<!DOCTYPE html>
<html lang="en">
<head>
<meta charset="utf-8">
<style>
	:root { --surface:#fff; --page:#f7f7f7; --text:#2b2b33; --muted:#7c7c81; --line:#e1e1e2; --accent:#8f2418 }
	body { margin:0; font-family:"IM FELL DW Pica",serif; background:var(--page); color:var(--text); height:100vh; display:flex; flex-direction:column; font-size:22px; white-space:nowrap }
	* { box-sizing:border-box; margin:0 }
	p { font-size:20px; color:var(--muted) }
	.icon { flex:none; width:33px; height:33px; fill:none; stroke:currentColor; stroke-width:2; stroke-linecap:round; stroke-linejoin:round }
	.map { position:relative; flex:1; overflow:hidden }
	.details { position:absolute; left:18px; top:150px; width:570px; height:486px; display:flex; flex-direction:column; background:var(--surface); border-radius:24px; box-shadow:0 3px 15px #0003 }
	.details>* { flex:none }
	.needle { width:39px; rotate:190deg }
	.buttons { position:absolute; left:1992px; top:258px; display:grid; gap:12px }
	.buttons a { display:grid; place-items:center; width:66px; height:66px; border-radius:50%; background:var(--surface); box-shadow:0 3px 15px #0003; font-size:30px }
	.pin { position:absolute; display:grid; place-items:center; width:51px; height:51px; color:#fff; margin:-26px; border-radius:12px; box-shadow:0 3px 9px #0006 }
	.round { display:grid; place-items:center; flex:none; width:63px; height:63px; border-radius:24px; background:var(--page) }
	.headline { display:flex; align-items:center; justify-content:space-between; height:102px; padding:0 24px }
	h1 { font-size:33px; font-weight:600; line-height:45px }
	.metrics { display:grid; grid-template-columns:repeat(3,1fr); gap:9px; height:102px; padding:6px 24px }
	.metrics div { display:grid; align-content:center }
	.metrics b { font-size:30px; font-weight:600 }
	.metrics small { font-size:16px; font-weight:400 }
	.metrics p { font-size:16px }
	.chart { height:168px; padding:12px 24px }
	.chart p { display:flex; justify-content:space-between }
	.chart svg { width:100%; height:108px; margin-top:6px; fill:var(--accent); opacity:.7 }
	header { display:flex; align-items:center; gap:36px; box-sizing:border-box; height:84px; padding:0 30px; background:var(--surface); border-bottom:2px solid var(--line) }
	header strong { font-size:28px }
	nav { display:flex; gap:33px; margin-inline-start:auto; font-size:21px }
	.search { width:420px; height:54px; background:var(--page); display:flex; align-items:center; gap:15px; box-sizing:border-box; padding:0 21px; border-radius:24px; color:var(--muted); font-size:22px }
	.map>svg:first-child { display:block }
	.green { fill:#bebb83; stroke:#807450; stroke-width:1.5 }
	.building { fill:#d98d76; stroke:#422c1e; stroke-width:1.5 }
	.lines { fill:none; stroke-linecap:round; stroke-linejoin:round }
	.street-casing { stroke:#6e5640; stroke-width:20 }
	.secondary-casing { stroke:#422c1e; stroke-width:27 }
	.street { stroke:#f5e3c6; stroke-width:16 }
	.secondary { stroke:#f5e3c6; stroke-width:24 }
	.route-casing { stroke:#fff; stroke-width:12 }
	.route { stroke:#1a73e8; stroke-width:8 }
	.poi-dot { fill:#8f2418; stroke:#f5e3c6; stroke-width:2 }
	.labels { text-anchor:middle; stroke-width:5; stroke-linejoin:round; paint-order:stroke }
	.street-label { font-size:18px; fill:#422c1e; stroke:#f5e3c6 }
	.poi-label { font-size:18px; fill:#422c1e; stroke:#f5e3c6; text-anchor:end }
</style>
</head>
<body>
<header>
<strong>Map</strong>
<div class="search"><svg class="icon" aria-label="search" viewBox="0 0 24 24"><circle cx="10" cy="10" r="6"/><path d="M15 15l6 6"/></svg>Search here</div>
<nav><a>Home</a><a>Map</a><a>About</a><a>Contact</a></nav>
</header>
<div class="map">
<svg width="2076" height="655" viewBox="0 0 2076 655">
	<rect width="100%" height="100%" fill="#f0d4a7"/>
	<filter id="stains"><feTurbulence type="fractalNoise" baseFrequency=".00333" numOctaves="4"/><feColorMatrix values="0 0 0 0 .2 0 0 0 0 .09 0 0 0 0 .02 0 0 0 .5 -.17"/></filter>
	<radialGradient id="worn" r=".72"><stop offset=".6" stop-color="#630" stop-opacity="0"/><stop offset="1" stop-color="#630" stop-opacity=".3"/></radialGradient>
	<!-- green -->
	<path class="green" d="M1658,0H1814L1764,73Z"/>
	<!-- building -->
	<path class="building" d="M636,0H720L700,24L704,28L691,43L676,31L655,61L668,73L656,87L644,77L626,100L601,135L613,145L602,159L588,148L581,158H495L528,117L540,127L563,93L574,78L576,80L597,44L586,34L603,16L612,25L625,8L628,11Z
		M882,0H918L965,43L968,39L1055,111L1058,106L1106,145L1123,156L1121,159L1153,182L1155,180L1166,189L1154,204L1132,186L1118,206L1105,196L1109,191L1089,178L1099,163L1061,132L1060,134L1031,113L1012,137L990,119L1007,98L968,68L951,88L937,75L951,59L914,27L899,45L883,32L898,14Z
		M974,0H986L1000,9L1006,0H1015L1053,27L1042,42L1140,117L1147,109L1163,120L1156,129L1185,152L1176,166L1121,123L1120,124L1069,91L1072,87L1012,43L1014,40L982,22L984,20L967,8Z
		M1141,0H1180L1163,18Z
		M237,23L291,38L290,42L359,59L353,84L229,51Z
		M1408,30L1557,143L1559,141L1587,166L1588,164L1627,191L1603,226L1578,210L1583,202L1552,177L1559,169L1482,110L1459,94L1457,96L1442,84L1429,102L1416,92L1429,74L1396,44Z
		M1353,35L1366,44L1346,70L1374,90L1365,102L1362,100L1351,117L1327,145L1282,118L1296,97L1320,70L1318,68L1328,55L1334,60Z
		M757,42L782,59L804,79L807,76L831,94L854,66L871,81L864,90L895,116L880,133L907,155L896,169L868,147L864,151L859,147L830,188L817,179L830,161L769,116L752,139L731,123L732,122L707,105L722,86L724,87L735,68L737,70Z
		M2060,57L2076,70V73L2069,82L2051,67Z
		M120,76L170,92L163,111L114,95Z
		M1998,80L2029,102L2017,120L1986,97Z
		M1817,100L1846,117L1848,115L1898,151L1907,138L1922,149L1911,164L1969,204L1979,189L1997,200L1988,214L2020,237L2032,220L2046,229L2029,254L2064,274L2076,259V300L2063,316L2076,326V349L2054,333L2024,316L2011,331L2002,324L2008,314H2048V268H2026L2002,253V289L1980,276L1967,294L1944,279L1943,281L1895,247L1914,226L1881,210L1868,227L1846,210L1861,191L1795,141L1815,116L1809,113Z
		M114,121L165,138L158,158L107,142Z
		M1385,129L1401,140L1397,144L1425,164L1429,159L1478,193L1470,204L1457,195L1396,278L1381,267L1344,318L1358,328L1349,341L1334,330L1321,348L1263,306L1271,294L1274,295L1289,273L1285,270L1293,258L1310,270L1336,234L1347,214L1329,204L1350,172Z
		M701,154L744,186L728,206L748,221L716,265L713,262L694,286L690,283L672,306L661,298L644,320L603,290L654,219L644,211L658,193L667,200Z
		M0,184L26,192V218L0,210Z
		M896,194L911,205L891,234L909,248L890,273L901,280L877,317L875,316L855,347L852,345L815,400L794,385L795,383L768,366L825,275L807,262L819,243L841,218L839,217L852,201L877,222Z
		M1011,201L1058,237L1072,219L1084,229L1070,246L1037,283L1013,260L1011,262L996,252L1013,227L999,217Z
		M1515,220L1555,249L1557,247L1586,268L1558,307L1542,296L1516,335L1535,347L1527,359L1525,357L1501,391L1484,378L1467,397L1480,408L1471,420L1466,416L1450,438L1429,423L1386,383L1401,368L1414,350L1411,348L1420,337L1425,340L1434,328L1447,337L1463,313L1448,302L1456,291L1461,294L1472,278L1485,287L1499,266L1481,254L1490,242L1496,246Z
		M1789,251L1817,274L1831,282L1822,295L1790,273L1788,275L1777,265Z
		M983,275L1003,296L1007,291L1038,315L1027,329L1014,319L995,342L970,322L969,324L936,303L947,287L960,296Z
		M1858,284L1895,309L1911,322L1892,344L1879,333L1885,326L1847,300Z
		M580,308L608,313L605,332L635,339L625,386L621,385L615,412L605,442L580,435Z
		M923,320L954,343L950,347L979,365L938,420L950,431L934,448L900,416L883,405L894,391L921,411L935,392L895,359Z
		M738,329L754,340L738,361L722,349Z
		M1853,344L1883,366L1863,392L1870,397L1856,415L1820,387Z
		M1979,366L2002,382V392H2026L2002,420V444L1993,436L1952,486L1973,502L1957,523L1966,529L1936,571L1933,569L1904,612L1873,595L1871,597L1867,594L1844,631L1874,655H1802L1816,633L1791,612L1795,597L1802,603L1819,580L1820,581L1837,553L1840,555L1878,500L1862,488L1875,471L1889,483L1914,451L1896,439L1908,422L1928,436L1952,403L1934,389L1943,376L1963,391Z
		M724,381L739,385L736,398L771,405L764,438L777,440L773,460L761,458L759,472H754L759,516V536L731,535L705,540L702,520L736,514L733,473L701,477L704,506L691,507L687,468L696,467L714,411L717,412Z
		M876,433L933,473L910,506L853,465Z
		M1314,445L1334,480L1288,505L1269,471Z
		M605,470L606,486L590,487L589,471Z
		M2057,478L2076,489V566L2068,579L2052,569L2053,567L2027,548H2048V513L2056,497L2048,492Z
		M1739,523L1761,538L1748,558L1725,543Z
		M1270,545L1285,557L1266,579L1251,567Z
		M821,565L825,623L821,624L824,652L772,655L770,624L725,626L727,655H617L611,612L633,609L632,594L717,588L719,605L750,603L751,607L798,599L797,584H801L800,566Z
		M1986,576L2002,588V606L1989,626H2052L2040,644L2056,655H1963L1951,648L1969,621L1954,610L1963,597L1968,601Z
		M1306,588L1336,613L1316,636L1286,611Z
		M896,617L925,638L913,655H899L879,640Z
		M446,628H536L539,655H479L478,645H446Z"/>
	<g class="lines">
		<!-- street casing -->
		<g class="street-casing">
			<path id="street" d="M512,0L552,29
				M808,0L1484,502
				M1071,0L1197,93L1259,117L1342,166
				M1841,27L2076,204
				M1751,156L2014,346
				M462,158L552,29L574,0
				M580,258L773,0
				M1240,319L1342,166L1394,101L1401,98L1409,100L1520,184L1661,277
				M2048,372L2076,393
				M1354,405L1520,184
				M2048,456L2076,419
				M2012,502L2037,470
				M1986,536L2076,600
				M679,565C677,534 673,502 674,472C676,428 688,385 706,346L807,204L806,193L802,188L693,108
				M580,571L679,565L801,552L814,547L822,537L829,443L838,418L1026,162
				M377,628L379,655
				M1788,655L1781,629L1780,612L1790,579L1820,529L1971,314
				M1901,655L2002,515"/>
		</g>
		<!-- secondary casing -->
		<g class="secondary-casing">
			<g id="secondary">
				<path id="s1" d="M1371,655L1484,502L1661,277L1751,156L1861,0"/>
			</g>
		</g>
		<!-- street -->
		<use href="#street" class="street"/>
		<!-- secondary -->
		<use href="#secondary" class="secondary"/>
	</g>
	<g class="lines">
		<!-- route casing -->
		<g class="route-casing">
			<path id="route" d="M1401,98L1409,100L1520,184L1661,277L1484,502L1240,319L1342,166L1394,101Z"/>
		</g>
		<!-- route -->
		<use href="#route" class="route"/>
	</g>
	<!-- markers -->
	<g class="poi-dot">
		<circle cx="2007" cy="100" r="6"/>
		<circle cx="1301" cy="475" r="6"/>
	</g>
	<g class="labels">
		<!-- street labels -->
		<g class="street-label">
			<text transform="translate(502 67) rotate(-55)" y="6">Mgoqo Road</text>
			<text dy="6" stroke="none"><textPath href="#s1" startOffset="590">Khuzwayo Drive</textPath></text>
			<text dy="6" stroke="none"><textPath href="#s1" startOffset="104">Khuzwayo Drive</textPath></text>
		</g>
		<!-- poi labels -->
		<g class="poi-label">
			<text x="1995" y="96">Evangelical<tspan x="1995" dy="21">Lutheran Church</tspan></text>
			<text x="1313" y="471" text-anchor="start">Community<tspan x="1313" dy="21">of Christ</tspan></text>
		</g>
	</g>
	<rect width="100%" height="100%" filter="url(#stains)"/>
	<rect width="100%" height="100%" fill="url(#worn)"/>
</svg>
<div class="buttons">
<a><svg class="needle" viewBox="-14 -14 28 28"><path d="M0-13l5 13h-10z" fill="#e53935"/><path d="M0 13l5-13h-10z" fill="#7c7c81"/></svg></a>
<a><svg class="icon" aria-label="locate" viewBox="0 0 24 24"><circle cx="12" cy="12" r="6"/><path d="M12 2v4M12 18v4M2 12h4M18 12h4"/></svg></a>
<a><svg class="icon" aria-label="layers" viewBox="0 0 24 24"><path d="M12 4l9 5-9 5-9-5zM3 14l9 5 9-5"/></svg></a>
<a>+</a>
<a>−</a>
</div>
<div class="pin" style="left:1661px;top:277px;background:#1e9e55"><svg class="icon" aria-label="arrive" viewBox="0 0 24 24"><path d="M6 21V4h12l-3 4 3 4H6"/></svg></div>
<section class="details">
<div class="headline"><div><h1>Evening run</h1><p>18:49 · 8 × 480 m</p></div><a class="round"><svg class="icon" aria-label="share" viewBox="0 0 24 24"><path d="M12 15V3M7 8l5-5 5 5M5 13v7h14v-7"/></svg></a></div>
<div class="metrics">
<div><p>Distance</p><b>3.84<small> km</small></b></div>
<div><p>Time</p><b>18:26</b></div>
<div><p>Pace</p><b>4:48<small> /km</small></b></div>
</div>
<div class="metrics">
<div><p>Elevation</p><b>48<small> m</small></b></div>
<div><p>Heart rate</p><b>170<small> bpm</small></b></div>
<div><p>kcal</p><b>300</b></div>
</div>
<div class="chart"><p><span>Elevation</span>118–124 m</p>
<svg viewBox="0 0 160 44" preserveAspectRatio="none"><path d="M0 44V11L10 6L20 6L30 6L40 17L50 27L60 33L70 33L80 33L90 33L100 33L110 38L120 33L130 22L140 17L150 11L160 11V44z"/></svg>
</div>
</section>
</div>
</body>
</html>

=== Problem requirements ===
The answer must be every line of the records that holds the string "direction".

=== Solution for this exercise ===
	body { margin:0; font-family:"IM FELL DW Pica",serif; background:var(--page); color:var(--text); height:100vh; display:flex; flex-direction:column; font-size:22px; white-space:nowrap }
	.details { position:absolute; left:18px; top:150px; width:570px; height:486px; display:flex; flex-direction:column; background:var(--surface); border-radius:24px; box-shadow:0 3px 15px #0003 }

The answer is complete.